WHAT TO DO ->
Could you write out, exactly, every line from the top of the data through the line holding "display:grid; place-items:center; width:42px;"? Omit the pictures.

MATERIAL TO PROCESS ->
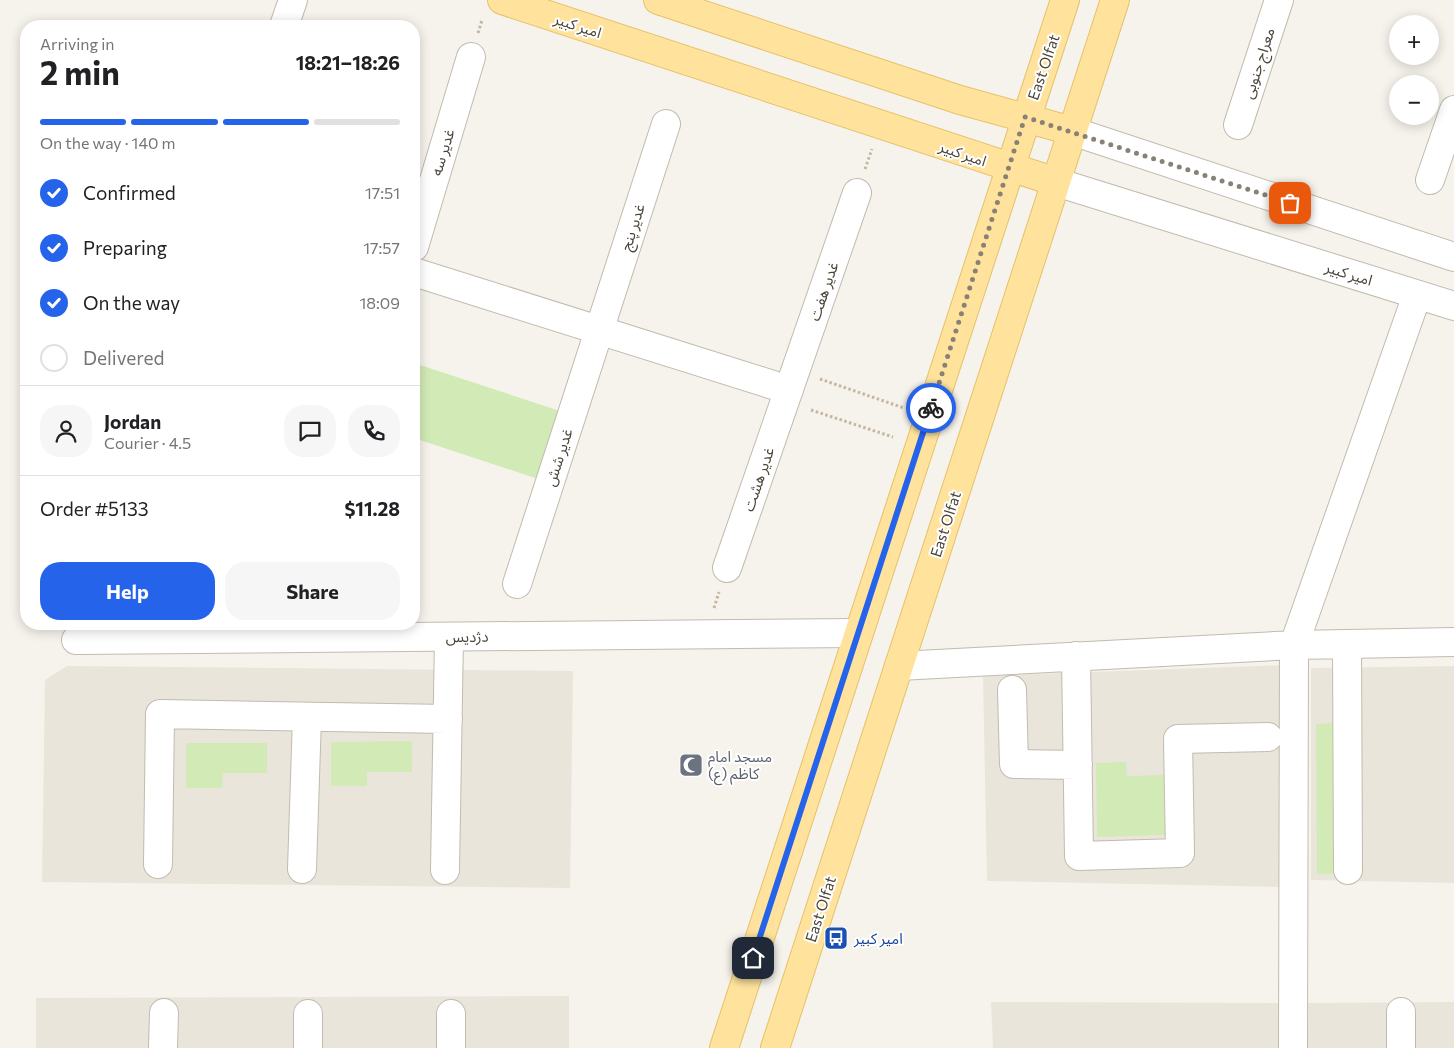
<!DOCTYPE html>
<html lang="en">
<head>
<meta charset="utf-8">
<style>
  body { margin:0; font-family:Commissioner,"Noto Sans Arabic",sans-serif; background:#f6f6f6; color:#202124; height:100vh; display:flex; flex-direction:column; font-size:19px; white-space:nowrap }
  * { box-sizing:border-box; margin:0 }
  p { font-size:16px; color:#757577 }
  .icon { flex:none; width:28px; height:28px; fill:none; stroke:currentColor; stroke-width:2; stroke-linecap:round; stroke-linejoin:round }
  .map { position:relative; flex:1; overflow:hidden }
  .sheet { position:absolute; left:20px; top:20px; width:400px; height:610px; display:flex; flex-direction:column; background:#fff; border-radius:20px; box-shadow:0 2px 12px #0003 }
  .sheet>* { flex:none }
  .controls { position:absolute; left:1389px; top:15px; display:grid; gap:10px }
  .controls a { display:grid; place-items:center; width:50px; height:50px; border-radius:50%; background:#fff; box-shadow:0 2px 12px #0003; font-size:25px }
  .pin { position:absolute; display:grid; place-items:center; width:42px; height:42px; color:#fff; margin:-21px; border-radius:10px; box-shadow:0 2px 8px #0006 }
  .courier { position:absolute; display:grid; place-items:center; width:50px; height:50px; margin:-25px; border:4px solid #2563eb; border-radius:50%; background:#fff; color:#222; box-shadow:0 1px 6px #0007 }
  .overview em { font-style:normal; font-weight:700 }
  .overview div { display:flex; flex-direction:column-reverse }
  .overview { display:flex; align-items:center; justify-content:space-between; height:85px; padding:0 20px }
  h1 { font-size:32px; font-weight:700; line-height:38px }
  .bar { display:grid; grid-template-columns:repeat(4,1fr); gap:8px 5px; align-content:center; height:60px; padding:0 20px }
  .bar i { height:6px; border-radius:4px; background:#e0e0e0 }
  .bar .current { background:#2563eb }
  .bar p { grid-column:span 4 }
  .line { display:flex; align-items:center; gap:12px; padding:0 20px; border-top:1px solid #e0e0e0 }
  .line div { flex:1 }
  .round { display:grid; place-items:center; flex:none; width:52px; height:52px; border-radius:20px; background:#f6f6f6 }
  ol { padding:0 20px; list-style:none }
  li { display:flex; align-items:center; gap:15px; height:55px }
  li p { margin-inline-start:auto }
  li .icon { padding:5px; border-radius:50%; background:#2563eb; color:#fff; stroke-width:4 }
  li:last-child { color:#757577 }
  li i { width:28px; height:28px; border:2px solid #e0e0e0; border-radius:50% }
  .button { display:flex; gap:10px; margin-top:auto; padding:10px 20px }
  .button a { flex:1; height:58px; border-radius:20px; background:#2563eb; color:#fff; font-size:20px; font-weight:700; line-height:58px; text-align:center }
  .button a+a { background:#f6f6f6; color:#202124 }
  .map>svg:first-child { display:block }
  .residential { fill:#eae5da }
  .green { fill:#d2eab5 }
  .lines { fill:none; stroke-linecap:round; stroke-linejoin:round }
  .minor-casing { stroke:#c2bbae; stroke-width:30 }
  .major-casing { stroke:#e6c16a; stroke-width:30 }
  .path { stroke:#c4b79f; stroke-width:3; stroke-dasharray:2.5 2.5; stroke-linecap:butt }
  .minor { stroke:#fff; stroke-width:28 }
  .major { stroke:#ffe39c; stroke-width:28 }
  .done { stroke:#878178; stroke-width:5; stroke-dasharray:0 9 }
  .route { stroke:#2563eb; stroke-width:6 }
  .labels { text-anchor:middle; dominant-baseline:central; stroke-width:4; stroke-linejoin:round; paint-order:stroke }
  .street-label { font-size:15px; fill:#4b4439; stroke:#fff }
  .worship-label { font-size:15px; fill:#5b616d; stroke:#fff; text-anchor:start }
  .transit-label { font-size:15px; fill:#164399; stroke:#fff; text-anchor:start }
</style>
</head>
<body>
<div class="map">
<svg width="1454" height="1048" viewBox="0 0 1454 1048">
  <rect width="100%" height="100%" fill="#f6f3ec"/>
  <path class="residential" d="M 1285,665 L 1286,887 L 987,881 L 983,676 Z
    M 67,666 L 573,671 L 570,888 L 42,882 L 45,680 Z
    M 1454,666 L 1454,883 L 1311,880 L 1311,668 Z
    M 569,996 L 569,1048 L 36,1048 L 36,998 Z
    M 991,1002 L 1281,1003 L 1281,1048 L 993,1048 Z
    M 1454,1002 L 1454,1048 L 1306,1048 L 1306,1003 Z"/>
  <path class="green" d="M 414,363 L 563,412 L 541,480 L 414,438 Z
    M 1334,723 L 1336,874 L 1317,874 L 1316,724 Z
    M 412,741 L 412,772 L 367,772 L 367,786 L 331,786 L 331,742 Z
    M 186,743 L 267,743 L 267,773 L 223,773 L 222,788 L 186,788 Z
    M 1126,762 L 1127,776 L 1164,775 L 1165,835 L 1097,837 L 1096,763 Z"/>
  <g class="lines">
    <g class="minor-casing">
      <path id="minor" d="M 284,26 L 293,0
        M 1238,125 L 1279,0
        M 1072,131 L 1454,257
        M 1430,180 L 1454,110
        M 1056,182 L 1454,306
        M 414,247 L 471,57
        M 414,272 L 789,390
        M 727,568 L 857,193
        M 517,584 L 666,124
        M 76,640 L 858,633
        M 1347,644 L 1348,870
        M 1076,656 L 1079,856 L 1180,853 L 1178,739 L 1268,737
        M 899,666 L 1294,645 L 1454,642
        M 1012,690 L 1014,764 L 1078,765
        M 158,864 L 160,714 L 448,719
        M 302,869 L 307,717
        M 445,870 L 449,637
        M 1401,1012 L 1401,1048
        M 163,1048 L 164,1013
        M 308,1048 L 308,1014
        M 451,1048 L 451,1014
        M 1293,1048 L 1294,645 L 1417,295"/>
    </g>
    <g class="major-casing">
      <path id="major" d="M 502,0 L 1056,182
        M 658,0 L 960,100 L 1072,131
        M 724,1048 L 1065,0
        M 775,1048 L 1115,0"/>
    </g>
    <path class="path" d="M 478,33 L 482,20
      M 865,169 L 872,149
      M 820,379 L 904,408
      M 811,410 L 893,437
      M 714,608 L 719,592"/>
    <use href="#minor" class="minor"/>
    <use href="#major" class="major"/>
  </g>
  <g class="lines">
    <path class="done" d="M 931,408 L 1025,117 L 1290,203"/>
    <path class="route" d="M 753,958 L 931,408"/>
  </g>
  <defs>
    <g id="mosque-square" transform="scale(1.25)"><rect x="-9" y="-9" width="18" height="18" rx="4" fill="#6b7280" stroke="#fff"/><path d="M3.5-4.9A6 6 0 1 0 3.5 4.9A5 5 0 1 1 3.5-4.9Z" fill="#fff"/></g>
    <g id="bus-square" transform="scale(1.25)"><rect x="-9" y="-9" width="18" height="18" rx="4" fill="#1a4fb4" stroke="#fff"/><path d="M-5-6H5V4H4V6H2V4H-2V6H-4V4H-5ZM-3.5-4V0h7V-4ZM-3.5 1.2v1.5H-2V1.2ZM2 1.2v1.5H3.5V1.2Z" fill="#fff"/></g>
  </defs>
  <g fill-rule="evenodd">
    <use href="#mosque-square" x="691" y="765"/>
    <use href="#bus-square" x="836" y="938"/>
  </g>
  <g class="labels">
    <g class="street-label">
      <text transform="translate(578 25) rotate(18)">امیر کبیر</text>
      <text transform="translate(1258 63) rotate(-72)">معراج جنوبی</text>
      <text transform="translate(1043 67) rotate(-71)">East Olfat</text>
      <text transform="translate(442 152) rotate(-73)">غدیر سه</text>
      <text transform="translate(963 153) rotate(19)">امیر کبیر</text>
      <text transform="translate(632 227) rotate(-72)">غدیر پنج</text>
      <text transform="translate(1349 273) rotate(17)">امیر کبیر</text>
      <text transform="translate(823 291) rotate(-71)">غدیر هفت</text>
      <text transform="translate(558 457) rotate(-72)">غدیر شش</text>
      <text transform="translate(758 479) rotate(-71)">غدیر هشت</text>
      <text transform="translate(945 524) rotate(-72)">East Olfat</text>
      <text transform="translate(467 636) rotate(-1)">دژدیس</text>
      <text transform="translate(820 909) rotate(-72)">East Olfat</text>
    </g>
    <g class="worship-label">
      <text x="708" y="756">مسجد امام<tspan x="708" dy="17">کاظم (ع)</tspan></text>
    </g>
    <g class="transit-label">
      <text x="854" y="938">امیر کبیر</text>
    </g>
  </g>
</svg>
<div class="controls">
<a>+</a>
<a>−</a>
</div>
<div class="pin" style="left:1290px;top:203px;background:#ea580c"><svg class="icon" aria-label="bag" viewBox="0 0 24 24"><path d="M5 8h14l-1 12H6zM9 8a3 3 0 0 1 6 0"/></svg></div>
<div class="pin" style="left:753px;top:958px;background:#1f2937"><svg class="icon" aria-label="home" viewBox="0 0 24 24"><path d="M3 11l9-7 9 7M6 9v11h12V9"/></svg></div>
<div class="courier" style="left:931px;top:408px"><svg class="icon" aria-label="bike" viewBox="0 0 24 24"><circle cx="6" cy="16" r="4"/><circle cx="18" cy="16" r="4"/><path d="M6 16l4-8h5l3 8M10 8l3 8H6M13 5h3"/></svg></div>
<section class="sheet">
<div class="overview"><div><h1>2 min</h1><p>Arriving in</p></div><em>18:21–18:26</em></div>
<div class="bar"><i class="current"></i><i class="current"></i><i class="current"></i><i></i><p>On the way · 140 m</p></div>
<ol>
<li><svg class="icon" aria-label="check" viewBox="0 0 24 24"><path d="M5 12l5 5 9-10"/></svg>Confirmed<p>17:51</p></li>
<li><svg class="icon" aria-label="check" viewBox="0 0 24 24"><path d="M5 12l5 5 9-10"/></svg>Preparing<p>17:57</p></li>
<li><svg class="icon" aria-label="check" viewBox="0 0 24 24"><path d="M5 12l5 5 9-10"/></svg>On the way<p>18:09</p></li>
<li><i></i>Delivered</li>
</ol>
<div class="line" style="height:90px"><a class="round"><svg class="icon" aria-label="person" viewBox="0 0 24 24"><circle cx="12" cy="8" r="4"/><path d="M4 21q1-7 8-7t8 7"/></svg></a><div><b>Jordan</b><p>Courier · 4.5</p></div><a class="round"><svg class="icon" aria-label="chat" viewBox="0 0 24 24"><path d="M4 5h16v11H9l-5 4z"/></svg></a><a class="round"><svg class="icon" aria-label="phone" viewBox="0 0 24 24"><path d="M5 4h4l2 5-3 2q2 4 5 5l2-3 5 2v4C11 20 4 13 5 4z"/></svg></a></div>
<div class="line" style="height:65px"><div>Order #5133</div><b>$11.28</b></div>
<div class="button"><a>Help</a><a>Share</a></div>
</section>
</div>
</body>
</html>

WRITTEN ANSWER ->
<!DOCTYPE html>
<html lang="en">
<head>
<meta charset="utf-8">
<style>
  body { margin:0; font-family:Commissioner,"Noto Sans Arabic",sans-serif; background:#f6f6f6; color:#202124; height:100vh; display:flex; flex-direction:column; font-size:19px; white-space:nowrap }
  * { box-sizing:border-box; margin:0 }
  p { font-size:16px; color:#757577 }
  .icon { flex:none; width:28px; height:28px; fill:none; stroke:currentColor; stroke-width:2; stroke-linecap:round; stroke-linejoin:round }
  .map { position:relative; flex:1; overflow:hidden }
  .sheet { position:absolute; left:20px; top:20px; width:400px; height:610px; display:flex; flex-direction:column; background:#fff; border-radius:20px; box-shadow:0 2px 12px #0003 }
  .sheet>* { flex:none }
  .controls { position:absolute; left:1389px; top:15px; display:grid; gap:10px }
  .controls a { display:grid; place-items:center; width:50px; height:50px; border-radius:50%; background:#fff; box-shadow:0 2px 12px #0003; font-size:25px }
  .pin { position:absolute; display:grid; place-items:center; width:42px; height:42px; color:#fff; margin:-21px; border-radius:10px; box-shadow:0 2px 8px #0006 }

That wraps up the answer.